▶ [WORK TO COMPLETE]: Some lines below hold "padding". Pick them out and copy them.

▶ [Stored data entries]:
* * * * *

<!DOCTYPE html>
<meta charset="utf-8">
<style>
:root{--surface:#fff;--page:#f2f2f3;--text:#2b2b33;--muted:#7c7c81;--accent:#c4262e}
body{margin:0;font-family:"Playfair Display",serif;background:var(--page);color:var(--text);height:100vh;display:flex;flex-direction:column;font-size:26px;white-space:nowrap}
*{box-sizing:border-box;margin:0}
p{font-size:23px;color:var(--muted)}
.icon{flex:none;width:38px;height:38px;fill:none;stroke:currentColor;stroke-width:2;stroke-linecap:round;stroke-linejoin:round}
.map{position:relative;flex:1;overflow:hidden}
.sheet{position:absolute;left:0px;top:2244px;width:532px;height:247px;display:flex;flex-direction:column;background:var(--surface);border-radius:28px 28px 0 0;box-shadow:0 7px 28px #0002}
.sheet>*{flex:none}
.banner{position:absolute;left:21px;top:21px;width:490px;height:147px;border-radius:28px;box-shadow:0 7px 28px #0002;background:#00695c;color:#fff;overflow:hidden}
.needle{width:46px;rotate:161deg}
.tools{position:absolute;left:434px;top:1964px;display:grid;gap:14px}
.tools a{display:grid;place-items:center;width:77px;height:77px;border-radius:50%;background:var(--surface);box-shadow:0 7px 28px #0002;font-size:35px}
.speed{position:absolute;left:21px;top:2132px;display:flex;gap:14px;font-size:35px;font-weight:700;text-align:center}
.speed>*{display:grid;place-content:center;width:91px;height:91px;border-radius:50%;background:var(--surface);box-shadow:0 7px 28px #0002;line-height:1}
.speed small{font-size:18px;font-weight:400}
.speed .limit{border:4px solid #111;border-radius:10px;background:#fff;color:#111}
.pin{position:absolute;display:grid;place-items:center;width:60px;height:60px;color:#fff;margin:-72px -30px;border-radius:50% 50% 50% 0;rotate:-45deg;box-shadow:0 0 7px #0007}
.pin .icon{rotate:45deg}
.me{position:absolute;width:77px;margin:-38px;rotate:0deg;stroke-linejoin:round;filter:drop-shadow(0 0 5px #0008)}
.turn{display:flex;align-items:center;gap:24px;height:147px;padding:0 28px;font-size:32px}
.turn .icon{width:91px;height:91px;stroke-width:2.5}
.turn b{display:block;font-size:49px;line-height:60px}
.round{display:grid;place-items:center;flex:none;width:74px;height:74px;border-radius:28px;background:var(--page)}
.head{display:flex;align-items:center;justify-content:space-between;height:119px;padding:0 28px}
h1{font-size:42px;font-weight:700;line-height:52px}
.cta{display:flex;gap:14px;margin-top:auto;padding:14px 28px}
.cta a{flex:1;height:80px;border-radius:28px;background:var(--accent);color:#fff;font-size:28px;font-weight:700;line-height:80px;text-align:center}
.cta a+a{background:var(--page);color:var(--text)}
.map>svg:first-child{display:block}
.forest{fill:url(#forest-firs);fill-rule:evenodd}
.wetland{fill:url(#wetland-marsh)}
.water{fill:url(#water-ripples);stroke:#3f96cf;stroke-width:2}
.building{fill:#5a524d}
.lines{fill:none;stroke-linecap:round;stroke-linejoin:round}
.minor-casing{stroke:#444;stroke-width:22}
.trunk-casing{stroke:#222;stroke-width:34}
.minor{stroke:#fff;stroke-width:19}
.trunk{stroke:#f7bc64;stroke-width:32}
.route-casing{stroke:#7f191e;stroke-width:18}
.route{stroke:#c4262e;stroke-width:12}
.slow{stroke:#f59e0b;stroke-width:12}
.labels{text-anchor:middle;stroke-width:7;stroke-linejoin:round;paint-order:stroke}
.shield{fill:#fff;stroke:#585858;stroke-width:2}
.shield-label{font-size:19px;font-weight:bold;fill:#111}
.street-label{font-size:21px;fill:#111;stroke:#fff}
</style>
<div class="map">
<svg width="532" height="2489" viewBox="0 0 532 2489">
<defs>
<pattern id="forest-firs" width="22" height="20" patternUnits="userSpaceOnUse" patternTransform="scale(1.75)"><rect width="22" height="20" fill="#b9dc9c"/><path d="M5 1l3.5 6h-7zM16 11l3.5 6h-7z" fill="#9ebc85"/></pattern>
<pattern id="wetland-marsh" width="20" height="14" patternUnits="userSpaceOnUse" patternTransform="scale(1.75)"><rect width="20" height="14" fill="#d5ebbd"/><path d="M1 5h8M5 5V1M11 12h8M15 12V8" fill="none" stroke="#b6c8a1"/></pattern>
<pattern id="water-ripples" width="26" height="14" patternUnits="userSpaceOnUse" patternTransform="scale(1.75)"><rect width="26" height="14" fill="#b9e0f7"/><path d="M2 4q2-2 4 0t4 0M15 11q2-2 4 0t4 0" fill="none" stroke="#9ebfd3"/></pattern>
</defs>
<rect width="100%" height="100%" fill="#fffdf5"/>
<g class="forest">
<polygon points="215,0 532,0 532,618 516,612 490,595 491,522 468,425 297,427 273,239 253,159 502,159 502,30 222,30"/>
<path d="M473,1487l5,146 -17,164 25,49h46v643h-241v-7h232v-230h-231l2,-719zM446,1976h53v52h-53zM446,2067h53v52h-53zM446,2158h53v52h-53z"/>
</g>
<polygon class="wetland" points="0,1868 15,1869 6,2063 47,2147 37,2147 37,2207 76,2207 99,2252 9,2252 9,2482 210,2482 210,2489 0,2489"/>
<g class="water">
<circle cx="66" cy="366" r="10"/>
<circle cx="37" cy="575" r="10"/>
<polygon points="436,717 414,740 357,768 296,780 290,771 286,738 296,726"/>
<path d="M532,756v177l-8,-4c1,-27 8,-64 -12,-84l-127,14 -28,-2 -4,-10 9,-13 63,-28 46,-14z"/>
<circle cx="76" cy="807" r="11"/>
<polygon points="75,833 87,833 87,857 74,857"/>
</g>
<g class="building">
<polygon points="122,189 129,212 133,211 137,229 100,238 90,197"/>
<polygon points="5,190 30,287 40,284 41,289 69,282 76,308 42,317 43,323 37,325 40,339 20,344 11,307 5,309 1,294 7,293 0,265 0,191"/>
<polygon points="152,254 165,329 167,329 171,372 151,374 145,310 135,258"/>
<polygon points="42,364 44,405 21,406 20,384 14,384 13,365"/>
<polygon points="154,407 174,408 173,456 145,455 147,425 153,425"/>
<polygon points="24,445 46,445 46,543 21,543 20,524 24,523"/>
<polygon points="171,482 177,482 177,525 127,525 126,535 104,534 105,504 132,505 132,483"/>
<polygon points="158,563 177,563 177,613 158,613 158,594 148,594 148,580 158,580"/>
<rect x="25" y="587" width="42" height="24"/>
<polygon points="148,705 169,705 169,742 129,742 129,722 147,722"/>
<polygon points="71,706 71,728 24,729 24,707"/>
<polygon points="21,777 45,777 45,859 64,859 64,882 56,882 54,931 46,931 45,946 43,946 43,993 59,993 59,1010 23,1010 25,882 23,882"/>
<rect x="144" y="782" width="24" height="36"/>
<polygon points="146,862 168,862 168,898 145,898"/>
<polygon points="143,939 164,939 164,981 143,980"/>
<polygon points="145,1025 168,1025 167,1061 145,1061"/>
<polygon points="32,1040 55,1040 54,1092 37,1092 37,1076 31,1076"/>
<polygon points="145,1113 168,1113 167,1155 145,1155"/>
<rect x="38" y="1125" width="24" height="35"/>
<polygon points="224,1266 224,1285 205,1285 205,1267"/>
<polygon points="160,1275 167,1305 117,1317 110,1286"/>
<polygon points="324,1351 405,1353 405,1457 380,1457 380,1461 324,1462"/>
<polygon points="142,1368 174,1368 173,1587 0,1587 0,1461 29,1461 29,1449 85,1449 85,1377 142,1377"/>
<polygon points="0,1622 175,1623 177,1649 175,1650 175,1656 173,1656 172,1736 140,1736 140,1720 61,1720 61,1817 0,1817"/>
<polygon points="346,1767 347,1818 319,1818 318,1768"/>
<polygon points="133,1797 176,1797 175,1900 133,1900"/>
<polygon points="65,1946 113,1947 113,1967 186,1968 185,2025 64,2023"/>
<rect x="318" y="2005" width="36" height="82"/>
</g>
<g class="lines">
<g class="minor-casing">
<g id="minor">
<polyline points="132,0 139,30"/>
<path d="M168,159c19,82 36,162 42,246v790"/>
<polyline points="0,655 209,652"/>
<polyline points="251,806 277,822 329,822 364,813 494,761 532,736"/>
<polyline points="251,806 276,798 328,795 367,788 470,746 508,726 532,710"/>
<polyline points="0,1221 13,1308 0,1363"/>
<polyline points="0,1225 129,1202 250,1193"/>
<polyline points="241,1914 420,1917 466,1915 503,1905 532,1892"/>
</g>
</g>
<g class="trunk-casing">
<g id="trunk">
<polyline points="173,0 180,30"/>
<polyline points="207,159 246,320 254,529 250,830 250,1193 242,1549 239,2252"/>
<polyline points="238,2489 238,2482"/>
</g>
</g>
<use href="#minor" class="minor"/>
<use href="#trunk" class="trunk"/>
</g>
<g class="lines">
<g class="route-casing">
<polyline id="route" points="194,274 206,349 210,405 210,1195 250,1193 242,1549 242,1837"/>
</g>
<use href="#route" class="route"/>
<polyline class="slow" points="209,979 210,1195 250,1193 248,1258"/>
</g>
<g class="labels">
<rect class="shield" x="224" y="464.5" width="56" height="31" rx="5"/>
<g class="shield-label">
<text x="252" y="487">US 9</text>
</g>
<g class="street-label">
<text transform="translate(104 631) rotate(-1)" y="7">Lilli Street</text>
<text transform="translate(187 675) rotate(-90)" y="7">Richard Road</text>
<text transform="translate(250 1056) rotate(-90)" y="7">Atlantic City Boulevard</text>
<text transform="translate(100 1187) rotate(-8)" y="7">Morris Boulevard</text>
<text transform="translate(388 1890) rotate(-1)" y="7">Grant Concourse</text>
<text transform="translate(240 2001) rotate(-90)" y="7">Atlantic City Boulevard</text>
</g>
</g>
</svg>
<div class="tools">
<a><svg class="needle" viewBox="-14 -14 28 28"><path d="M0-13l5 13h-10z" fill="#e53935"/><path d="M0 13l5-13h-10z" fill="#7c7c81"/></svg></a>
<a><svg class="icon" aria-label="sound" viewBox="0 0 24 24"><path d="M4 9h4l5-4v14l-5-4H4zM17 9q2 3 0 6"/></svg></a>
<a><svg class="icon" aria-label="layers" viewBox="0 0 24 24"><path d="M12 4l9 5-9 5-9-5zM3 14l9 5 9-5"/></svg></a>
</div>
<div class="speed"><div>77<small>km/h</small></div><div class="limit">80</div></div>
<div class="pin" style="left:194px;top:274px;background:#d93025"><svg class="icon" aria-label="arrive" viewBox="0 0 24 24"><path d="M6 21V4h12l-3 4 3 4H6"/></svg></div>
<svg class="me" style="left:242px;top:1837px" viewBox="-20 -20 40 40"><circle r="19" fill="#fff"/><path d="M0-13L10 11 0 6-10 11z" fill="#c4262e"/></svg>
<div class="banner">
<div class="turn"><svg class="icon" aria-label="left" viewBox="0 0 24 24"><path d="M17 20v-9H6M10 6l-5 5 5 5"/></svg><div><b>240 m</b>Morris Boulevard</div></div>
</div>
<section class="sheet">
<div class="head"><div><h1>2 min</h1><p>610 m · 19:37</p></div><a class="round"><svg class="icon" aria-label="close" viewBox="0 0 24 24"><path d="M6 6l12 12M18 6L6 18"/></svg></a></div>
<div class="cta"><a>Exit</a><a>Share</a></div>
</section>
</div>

* * * * *

▶ [TASK ANSWER]:
.turn{display:flex;align-items:center;gap:24px;height:147px;padding:0 28px;font-size:32px}
.head{display:flex;align-items:center;justify-content:space-between;height:119px;padding:0 28px}
.cta{display:flex;gap:14px;margin-top:auto;padding:14px 28px}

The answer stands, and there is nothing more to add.